(Records from a collection)
■ ■ ■ ■

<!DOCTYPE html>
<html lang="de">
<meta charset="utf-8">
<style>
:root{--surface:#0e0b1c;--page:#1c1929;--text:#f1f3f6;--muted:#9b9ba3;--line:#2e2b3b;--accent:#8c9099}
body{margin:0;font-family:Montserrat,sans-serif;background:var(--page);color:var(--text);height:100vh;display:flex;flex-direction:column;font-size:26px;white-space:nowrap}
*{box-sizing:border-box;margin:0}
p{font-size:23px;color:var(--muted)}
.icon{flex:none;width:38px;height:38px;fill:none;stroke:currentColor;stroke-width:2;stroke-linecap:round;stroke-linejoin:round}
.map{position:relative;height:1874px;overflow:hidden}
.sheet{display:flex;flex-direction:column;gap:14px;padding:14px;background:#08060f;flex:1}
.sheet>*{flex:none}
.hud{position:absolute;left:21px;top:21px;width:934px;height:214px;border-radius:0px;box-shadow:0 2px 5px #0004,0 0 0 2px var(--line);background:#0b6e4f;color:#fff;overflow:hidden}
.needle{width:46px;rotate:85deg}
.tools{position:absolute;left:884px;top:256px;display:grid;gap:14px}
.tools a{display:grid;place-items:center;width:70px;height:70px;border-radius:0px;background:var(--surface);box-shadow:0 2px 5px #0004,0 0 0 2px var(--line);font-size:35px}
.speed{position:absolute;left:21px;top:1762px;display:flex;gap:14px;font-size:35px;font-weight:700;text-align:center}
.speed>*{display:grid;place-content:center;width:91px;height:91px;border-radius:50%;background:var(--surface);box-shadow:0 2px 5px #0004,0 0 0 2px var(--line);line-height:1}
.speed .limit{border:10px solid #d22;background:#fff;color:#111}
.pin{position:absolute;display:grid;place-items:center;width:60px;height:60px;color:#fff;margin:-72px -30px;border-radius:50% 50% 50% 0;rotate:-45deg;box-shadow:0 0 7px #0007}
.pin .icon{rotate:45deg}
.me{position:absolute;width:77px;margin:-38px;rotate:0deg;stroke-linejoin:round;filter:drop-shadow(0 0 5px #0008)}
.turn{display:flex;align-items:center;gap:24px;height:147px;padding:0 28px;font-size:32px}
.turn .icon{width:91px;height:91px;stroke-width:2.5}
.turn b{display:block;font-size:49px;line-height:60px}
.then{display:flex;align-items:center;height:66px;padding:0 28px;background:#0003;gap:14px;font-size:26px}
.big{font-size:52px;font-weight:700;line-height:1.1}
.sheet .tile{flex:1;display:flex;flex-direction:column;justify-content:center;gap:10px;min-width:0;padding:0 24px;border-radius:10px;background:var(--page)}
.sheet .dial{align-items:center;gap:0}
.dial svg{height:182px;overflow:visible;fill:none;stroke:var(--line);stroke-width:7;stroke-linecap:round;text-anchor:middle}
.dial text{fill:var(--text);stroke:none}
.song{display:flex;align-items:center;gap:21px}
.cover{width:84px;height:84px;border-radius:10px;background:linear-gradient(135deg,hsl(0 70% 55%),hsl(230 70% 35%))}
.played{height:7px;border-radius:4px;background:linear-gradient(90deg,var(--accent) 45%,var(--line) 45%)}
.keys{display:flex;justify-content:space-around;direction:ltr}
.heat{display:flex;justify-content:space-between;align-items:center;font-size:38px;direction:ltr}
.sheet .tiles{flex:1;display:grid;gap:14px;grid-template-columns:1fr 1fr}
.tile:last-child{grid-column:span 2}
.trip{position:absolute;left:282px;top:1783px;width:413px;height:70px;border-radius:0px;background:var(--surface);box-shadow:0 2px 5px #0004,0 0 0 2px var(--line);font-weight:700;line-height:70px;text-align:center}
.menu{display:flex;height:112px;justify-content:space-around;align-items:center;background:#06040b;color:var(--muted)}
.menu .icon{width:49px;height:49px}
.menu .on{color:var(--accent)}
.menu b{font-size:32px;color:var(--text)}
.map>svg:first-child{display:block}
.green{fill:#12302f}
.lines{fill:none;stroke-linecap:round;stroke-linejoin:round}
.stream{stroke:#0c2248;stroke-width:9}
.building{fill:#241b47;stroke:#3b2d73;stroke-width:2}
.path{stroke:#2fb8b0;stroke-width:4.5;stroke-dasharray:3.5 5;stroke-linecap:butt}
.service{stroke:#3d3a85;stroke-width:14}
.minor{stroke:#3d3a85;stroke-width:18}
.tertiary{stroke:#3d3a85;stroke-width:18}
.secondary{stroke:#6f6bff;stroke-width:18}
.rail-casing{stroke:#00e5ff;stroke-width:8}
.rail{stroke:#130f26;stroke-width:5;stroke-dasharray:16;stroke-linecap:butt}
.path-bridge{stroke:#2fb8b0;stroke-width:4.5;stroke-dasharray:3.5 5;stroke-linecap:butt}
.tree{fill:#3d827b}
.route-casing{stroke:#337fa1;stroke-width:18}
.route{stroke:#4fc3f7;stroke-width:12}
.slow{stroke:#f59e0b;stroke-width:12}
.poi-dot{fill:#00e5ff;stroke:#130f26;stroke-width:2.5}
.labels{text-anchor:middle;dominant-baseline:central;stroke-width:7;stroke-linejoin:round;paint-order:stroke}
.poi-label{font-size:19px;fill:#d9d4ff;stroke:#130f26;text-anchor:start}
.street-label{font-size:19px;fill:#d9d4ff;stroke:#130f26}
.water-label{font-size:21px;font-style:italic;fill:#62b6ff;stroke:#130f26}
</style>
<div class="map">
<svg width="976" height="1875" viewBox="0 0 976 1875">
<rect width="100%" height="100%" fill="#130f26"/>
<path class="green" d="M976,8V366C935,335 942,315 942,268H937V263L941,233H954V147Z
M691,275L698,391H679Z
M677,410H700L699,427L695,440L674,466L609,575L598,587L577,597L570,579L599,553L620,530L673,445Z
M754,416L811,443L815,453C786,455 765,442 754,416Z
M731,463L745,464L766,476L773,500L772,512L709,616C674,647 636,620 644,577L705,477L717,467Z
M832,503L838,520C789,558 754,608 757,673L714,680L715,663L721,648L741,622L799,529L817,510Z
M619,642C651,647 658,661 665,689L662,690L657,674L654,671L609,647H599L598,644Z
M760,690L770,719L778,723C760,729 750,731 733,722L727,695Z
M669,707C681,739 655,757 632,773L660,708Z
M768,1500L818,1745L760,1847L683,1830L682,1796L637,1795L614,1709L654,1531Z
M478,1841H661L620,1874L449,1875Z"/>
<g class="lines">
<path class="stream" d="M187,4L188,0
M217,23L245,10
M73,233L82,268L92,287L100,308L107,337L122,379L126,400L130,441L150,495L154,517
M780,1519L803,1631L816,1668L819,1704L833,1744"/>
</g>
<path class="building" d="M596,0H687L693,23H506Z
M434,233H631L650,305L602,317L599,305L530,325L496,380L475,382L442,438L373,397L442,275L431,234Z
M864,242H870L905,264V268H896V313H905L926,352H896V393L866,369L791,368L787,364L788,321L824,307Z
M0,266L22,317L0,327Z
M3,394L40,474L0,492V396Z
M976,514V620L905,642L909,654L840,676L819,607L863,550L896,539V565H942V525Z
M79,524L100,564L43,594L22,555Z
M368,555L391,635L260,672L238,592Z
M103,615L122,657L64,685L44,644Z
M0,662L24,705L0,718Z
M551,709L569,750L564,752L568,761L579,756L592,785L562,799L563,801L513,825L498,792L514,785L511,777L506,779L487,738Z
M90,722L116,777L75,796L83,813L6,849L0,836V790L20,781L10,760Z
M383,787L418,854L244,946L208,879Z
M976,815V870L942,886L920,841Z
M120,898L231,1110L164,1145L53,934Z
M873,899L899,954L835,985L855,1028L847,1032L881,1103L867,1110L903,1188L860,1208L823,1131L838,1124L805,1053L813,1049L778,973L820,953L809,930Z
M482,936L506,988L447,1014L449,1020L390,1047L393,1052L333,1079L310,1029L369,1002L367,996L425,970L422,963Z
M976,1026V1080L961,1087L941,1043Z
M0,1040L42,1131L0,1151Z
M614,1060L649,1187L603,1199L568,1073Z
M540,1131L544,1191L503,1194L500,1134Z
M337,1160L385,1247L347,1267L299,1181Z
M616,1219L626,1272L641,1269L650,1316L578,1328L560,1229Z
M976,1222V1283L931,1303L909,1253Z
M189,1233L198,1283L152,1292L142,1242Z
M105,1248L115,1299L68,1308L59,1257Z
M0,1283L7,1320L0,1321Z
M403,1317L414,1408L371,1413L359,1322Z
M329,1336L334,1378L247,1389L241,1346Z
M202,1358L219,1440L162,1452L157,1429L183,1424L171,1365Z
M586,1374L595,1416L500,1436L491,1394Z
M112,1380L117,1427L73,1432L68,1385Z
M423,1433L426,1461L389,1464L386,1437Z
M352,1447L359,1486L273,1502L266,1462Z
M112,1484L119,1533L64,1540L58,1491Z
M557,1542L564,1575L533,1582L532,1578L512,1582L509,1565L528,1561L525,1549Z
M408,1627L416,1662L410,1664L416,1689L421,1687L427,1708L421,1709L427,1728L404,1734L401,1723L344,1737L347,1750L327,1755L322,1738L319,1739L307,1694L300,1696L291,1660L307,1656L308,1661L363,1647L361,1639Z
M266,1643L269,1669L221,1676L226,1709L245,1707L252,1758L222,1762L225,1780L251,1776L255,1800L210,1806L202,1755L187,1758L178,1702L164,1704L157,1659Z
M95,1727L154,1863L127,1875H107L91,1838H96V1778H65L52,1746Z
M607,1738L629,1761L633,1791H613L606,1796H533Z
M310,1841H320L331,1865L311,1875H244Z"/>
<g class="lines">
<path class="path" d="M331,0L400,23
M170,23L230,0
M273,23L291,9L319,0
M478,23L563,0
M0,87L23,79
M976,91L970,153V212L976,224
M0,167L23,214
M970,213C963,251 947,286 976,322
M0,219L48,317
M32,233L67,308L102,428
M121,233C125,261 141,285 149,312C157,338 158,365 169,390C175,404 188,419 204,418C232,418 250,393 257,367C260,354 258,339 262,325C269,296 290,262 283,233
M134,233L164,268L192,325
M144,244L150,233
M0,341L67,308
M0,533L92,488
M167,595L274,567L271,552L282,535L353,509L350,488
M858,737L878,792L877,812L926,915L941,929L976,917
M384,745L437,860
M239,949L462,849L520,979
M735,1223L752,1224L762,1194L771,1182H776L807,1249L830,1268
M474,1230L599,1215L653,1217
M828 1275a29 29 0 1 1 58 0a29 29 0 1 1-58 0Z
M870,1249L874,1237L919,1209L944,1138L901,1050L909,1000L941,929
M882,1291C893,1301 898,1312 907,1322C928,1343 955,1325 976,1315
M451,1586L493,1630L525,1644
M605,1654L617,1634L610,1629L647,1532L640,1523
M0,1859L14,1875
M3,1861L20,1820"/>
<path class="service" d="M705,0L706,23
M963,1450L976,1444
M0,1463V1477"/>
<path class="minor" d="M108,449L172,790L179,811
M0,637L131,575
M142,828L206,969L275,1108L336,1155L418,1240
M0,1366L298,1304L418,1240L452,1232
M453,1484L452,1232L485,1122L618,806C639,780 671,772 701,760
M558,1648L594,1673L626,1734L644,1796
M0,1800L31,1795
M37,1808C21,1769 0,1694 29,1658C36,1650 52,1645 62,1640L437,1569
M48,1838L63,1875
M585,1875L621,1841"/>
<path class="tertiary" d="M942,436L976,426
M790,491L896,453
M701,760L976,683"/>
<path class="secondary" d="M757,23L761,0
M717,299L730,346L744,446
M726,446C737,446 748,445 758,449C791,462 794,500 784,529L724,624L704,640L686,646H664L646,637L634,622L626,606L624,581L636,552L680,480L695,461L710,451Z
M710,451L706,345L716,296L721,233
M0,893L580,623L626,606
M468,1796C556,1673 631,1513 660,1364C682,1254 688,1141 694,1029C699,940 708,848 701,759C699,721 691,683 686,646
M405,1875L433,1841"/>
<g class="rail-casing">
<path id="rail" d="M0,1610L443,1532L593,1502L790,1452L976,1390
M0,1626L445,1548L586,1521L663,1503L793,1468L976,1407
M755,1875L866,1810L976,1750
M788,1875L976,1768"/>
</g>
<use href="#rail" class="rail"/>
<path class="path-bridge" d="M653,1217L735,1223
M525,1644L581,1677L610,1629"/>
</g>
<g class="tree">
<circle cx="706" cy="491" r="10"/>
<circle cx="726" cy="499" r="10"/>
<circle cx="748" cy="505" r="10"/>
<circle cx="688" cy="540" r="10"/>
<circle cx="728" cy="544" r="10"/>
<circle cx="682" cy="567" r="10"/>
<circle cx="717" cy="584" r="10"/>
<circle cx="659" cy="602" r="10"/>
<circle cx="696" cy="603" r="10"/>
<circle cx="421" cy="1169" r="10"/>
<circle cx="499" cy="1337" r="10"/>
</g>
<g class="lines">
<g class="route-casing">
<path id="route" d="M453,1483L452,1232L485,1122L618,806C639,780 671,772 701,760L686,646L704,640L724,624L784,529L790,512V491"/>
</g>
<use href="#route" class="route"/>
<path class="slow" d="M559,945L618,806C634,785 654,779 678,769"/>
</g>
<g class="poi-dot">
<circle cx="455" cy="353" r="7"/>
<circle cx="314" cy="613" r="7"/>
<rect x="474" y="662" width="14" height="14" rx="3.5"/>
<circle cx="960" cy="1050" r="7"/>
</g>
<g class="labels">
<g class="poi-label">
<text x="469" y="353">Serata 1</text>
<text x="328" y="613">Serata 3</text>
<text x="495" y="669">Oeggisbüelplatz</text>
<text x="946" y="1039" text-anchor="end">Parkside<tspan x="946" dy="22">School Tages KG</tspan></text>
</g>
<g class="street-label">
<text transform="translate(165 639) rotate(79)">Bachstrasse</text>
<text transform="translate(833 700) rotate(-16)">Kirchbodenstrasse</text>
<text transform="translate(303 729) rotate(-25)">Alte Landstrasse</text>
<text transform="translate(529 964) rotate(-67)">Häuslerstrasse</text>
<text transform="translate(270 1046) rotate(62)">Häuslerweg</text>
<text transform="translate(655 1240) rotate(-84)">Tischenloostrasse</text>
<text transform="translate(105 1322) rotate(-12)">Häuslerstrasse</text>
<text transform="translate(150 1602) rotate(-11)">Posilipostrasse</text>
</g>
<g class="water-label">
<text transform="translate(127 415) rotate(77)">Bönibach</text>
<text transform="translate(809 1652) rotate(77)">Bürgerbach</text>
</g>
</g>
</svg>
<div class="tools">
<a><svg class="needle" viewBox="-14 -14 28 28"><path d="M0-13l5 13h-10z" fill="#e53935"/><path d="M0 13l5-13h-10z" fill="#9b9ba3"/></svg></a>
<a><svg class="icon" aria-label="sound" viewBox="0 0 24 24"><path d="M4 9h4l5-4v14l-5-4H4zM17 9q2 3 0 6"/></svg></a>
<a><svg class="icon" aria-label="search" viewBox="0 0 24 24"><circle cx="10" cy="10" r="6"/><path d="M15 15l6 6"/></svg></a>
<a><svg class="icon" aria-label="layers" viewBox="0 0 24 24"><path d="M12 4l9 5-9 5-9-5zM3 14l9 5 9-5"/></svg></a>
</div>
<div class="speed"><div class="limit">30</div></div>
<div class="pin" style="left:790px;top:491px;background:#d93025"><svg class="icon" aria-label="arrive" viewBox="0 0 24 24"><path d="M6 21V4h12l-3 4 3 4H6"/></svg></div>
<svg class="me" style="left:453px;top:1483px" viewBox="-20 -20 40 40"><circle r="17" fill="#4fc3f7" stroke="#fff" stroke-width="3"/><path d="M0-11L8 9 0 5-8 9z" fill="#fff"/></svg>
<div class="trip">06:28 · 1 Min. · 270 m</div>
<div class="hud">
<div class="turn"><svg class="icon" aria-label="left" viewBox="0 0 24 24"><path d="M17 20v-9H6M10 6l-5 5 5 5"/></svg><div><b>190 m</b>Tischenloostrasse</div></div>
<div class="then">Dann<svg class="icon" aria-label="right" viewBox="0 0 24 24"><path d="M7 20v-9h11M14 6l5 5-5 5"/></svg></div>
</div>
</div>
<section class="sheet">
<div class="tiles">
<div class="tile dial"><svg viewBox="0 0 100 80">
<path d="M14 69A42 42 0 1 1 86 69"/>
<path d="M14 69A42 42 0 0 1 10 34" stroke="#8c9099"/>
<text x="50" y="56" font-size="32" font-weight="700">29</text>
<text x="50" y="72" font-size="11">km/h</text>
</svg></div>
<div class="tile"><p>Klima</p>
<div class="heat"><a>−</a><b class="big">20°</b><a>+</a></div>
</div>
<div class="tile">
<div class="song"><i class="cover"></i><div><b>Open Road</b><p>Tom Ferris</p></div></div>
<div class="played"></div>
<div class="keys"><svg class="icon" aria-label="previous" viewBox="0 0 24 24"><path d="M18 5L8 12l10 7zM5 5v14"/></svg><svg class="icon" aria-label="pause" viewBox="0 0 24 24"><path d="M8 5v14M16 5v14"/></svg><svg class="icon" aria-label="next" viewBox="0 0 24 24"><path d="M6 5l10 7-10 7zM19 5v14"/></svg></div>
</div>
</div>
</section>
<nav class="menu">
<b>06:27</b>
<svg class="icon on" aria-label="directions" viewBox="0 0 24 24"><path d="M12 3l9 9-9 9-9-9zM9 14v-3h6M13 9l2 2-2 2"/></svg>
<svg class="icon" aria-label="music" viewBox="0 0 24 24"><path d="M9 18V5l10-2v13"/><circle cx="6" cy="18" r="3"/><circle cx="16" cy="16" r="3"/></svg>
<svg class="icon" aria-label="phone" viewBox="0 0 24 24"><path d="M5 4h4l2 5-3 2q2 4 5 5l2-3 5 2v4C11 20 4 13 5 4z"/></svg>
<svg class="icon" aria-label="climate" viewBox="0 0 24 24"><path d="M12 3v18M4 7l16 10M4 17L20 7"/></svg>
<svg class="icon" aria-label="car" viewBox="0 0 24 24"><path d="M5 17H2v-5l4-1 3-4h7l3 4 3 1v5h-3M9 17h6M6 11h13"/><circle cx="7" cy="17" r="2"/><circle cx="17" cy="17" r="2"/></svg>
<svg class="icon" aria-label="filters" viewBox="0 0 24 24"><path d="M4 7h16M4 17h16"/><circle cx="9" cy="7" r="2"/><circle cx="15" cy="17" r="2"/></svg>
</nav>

■ ■ ■ ■

ACTIVITY:
Report, as a bare number, how many lines above contain the string "keys".

ANSWER FOR THE TASK:
2